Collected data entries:
————————

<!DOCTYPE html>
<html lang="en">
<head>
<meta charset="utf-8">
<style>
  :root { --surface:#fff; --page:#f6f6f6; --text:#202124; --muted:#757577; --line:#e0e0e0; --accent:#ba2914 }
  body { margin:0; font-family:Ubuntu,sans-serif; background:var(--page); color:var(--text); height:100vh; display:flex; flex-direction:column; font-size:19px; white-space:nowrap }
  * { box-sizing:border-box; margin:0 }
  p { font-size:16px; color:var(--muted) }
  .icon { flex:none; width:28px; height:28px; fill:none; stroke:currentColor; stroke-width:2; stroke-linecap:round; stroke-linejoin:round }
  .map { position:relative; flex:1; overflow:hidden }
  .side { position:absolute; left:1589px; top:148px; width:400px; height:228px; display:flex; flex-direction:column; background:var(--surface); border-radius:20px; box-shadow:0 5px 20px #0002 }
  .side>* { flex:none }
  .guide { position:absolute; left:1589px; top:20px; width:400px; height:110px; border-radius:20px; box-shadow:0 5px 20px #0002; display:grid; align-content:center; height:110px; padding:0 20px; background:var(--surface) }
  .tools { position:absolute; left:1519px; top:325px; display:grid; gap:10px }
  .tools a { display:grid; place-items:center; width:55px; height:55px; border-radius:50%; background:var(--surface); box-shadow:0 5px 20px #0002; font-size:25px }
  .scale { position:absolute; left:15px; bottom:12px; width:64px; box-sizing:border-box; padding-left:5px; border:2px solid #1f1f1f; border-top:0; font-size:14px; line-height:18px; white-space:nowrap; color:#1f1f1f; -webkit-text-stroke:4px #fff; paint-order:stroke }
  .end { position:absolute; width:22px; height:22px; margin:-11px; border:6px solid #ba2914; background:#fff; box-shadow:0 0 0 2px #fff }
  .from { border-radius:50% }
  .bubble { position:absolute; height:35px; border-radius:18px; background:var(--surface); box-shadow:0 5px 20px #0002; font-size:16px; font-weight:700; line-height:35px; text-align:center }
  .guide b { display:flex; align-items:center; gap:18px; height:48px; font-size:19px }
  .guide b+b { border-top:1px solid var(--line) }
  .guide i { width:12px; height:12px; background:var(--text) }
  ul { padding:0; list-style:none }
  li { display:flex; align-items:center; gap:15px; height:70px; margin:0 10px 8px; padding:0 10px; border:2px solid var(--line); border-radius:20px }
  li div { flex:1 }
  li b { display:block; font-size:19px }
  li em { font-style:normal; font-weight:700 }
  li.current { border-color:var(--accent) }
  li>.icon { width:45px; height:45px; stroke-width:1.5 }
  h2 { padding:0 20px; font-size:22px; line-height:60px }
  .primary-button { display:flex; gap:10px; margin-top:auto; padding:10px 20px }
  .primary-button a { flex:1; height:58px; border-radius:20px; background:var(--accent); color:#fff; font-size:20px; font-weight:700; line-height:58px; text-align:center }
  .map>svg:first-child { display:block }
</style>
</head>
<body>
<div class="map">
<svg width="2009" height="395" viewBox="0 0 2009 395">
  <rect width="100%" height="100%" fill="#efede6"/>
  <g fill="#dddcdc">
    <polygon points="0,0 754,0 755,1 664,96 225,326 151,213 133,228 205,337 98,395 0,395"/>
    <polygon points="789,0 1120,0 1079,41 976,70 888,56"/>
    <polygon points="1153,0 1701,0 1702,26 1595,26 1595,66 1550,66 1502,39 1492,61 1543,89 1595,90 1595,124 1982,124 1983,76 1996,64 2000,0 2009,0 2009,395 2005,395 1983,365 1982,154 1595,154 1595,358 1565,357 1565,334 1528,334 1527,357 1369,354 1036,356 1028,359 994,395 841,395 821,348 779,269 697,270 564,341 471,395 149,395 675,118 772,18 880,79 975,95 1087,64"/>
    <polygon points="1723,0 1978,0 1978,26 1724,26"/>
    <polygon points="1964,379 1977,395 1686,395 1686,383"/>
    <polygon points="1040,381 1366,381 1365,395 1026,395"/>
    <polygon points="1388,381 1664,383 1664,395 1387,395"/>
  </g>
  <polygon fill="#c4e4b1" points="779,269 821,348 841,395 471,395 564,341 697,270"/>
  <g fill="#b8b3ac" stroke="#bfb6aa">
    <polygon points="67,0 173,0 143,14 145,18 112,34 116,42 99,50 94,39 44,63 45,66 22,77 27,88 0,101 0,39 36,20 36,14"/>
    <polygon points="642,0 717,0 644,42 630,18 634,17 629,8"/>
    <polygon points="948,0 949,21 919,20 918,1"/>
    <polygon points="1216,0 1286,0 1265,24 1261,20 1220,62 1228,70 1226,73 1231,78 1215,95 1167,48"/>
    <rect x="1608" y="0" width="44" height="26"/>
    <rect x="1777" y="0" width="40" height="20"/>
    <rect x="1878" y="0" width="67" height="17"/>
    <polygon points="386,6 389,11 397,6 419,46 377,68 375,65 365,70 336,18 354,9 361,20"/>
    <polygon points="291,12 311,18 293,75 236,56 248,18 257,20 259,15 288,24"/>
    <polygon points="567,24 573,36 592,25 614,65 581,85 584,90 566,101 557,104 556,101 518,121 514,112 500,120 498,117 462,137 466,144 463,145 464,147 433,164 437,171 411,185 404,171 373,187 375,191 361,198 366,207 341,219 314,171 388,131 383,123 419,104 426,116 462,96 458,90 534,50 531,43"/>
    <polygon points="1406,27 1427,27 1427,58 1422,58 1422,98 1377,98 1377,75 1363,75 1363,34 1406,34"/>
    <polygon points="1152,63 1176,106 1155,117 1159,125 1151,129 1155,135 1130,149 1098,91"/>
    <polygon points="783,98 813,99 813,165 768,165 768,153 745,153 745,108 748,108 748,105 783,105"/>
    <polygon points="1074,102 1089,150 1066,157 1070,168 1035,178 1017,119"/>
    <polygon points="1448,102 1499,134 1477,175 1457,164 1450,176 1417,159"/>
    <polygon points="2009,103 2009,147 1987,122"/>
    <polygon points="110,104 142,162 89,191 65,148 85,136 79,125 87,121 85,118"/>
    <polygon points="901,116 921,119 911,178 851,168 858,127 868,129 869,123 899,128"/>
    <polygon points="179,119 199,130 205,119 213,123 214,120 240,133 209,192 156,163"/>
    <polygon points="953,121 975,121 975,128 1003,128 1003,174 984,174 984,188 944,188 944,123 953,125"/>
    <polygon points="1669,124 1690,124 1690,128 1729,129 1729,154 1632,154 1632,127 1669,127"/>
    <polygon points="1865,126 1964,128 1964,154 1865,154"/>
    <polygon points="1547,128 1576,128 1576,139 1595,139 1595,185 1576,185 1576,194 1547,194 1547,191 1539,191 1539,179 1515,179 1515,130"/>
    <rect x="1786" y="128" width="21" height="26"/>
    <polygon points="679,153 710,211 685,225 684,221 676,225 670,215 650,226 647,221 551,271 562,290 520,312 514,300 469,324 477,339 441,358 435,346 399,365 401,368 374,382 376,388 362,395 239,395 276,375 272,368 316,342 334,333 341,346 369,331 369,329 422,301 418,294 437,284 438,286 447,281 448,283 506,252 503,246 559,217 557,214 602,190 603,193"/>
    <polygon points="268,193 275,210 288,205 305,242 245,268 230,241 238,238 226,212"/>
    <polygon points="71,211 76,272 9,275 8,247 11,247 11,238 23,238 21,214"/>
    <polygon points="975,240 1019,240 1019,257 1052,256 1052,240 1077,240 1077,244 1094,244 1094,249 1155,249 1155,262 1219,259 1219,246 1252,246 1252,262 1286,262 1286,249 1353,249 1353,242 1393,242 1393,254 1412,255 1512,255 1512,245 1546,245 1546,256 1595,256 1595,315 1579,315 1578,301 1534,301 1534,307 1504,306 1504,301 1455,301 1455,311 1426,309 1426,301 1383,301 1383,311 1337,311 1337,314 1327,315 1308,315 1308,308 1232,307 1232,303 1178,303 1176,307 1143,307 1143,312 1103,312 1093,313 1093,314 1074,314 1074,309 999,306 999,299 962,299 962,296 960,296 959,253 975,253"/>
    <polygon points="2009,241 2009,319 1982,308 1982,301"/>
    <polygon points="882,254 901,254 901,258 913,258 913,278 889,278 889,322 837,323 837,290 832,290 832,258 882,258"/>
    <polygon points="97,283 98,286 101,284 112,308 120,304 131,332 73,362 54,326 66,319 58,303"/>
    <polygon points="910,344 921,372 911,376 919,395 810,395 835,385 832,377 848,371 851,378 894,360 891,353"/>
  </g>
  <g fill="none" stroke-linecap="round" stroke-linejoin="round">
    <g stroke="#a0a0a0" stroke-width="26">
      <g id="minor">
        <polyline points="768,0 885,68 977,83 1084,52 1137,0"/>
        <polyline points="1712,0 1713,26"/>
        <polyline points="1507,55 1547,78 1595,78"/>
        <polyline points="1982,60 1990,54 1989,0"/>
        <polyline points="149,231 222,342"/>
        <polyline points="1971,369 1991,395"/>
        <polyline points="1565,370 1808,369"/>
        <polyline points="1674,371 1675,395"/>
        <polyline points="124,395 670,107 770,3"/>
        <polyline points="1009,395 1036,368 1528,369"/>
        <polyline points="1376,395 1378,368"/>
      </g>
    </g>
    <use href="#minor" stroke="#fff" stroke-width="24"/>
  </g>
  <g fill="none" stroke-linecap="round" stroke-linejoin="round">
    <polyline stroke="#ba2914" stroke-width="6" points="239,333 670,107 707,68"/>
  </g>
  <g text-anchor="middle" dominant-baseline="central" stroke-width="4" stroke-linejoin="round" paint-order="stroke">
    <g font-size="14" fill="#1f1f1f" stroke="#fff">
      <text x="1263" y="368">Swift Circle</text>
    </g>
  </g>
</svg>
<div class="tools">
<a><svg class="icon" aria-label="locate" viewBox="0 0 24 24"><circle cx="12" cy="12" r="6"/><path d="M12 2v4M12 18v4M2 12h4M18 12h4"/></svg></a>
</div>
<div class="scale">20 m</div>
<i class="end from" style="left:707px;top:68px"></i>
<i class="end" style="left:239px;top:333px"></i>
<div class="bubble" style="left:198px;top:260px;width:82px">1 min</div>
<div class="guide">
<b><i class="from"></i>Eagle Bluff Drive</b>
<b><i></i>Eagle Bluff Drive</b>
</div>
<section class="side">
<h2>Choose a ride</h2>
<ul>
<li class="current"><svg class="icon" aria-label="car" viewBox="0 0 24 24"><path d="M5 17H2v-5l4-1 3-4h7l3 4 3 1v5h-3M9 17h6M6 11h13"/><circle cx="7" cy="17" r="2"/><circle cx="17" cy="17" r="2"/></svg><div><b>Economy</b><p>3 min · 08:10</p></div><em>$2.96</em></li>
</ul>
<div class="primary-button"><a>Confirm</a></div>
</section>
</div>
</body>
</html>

————————

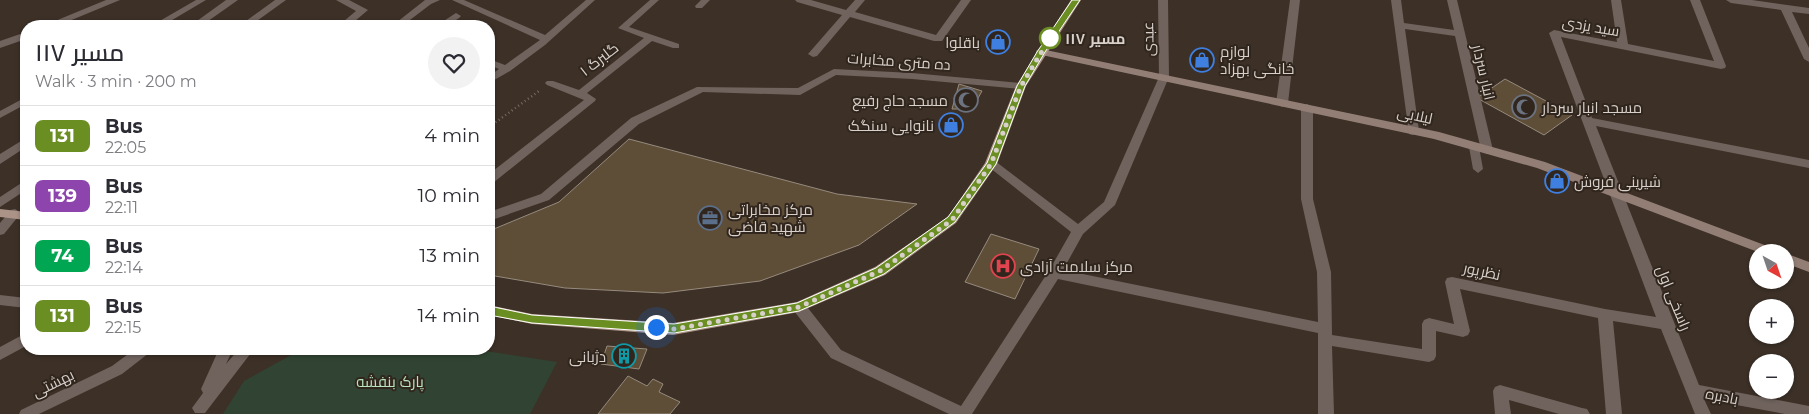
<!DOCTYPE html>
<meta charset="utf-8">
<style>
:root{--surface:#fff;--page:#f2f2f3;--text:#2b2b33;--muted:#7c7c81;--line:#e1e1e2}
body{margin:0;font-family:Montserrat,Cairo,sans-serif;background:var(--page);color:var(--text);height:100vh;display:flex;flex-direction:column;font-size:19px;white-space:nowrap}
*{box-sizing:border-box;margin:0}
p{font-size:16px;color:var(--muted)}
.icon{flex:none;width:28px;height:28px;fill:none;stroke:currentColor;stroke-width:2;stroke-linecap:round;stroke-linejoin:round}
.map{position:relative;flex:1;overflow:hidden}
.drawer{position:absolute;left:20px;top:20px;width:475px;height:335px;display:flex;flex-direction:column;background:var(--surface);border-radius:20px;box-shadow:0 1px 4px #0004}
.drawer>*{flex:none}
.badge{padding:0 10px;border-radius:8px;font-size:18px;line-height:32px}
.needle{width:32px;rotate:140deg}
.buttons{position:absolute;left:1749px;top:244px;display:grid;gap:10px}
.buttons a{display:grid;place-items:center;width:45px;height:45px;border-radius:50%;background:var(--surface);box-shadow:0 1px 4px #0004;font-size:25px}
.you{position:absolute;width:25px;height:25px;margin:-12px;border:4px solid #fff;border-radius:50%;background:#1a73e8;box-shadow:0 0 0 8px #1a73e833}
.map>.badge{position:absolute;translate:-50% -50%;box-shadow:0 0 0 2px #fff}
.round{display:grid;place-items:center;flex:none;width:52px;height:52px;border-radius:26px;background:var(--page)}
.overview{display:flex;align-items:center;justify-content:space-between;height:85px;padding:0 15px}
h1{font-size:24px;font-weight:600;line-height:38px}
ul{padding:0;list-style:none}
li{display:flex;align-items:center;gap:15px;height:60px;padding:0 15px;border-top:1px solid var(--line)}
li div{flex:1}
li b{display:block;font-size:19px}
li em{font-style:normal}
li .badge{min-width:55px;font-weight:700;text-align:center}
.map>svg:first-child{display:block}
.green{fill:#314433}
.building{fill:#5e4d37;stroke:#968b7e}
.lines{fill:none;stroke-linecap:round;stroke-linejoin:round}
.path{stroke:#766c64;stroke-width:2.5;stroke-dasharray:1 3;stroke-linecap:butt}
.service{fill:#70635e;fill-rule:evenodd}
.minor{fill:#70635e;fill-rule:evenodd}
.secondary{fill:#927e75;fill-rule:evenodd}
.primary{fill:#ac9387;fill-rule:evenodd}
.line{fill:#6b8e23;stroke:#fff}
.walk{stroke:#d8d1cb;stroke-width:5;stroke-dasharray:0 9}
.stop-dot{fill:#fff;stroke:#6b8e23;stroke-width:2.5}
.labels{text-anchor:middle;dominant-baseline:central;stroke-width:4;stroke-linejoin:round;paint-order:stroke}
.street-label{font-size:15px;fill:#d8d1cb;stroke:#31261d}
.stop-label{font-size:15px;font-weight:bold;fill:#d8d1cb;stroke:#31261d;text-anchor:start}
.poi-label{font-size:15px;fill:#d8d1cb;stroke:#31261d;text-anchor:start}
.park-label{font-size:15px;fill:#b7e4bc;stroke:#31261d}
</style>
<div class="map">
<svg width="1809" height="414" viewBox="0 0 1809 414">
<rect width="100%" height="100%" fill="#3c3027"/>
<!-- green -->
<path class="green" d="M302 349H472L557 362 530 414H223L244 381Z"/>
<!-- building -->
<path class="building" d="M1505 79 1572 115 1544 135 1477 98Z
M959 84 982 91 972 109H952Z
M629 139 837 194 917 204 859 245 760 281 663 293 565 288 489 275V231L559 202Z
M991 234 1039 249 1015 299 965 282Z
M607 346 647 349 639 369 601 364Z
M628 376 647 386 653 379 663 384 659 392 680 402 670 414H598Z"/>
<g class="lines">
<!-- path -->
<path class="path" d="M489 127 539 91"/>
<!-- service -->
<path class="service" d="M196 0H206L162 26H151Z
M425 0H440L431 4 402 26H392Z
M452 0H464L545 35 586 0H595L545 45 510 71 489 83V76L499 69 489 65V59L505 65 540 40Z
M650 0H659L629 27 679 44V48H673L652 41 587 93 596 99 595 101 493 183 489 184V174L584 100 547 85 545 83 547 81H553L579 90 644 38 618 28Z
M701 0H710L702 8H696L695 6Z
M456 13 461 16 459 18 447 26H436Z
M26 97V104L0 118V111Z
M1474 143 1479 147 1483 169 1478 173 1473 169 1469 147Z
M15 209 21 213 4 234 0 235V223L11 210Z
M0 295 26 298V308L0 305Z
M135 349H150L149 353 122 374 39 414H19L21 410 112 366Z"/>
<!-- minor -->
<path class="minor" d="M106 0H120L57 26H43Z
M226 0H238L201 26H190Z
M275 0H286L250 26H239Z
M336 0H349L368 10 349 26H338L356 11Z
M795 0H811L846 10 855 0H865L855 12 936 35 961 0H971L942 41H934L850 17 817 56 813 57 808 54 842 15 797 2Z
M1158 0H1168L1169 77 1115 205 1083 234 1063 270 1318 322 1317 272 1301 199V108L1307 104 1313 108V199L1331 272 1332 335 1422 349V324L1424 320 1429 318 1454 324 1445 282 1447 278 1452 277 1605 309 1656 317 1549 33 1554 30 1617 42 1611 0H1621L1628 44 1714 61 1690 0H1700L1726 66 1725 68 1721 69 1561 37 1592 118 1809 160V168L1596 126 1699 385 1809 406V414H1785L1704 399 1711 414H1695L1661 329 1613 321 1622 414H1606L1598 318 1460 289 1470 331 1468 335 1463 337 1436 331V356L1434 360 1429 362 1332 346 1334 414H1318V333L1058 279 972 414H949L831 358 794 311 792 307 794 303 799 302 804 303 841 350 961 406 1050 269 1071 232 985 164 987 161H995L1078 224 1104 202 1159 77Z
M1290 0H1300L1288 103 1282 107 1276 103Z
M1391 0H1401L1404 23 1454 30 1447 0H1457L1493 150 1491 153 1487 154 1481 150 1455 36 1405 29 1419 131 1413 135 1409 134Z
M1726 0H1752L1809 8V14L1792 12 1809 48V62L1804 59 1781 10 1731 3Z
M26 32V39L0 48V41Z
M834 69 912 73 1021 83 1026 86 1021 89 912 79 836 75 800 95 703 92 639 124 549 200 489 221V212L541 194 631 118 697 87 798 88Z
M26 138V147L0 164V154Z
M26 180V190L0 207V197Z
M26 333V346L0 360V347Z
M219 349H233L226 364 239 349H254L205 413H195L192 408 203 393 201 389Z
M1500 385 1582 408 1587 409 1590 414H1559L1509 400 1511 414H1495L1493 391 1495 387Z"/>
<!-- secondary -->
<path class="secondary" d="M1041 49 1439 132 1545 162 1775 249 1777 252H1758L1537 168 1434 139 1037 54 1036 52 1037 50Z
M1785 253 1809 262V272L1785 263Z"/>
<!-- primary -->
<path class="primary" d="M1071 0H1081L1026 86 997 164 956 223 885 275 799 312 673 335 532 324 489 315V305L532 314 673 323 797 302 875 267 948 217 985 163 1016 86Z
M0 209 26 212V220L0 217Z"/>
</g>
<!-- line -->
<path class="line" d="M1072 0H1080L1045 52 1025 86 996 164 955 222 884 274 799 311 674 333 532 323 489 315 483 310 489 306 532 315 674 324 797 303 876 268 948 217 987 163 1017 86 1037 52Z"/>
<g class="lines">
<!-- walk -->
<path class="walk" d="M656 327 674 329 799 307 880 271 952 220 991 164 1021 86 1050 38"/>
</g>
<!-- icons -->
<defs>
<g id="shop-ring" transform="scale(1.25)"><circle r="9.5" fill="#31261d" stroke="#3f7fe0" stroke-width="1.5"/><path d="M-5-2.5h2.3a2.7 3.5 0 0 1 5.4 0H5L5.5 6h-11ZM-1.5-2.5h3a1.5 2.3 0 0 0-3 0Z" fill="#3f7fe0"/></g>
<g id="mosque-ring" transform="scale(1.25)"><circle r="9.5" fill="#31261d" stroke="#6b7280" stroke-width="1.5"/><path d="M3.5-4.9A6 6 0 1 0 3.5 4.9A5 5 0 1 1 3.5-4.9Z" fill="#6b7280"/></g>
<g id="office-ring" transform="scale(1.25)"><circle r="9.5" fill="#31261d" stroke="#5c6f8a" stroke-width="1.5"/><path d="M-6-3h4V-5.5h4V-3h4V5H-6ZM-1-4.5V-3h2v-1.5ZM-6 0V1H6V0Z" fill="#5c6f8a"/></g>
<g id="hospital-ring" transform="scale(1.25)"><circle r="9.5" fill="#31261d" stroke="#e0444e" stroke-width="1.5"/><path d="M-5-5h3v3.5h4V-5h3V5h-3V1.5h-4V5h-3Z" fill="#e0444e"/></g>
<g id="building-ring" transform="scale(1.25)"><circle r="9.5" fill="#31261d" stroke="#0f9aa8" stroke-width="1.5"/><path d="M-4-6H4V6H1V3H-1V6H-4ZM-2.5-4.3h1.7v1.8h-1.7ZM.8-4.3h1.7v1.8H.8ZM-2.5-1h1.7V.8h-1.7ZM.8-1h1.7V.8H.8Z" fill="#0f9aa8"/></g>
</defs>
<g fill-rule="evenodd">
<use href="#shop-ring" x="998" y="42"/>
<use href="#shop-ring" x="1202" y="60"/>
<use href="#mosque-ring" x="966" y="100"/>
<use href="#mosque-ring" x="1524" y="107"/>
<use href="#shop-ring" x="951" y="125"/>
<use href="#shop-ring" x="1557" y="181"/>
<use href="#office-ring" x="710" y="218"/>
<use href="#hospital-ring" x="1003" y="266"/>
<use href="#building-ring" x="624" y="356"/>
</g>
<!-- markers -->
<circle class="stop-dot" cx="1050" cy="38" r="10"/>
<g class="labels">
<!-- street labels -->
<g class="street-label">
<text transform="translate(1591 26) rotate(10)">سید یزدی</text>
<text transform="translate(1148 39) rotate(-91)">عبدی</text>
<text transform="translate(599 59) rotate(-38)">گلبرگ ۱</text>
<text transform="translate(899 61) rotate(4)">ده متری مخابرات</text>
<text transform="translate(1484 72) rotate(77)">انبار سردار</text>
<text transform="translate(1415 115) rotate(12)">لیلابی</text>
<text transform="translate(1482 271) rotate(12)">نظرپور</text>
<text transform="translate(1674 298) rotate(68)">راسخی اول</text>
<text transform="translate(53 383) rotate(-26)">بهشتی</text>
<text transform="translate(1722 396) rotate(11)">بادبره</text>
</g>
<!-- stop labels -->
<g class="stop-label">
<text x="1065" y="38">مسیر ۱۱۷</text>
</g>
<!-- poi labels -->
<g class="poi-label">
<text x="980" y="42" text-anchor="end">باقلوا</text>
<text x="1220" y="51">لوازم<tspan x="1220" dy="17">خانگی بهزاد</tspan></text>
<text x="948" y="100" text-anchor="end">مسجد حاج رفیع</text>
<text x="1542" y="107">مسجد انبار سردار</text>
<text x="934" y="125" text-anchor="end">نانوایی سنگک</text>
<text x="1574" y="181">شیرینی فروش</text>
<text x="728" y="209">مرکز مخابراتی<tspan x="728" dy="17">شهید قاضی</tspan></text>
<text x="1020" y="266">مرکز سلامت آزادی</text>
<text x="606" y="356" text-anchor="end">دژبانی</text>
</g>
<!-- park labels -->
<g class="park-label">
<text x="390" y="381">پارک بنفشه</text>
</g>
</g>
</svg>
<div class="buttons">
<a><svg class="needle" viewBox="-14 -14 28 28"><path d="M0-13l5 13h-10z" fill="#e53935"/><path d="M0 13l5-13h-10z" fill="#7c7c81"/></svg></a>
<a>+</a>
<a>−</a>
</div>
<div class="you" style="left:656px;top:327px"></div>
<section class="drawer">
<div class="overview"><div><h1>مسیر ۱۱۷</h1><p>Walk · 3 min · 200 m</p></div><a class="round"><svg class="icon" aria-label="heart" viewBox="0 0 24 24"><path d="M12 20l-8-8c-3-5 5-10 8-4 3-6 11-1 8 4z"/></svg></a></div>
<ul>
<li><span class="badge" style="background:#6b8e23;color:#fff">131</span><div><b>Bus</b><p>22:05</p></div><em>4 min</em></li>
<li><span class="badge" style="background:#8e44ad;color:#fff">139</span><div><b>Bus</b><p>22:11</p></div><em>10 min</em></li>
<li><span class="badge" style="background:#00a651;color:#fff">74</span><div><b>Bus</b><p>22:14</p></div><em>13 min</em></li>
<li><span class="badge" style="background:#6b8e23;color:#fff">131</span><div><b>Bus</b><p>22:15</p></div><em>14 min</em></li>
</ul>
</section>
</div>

————————

Your task:
Where a line above holds the word "bubble", copy it.

Output of the task:
  .bubble { position:absolute; height:35px; border-radius:18px; background:var(--surface); box-shadow:0 5px 20px #0002; font-size:16px; font-weight:700; line-height:35px; text-align:center }
<div class="bubble" style="left:198px;top:260px;width:82px">1 min</div>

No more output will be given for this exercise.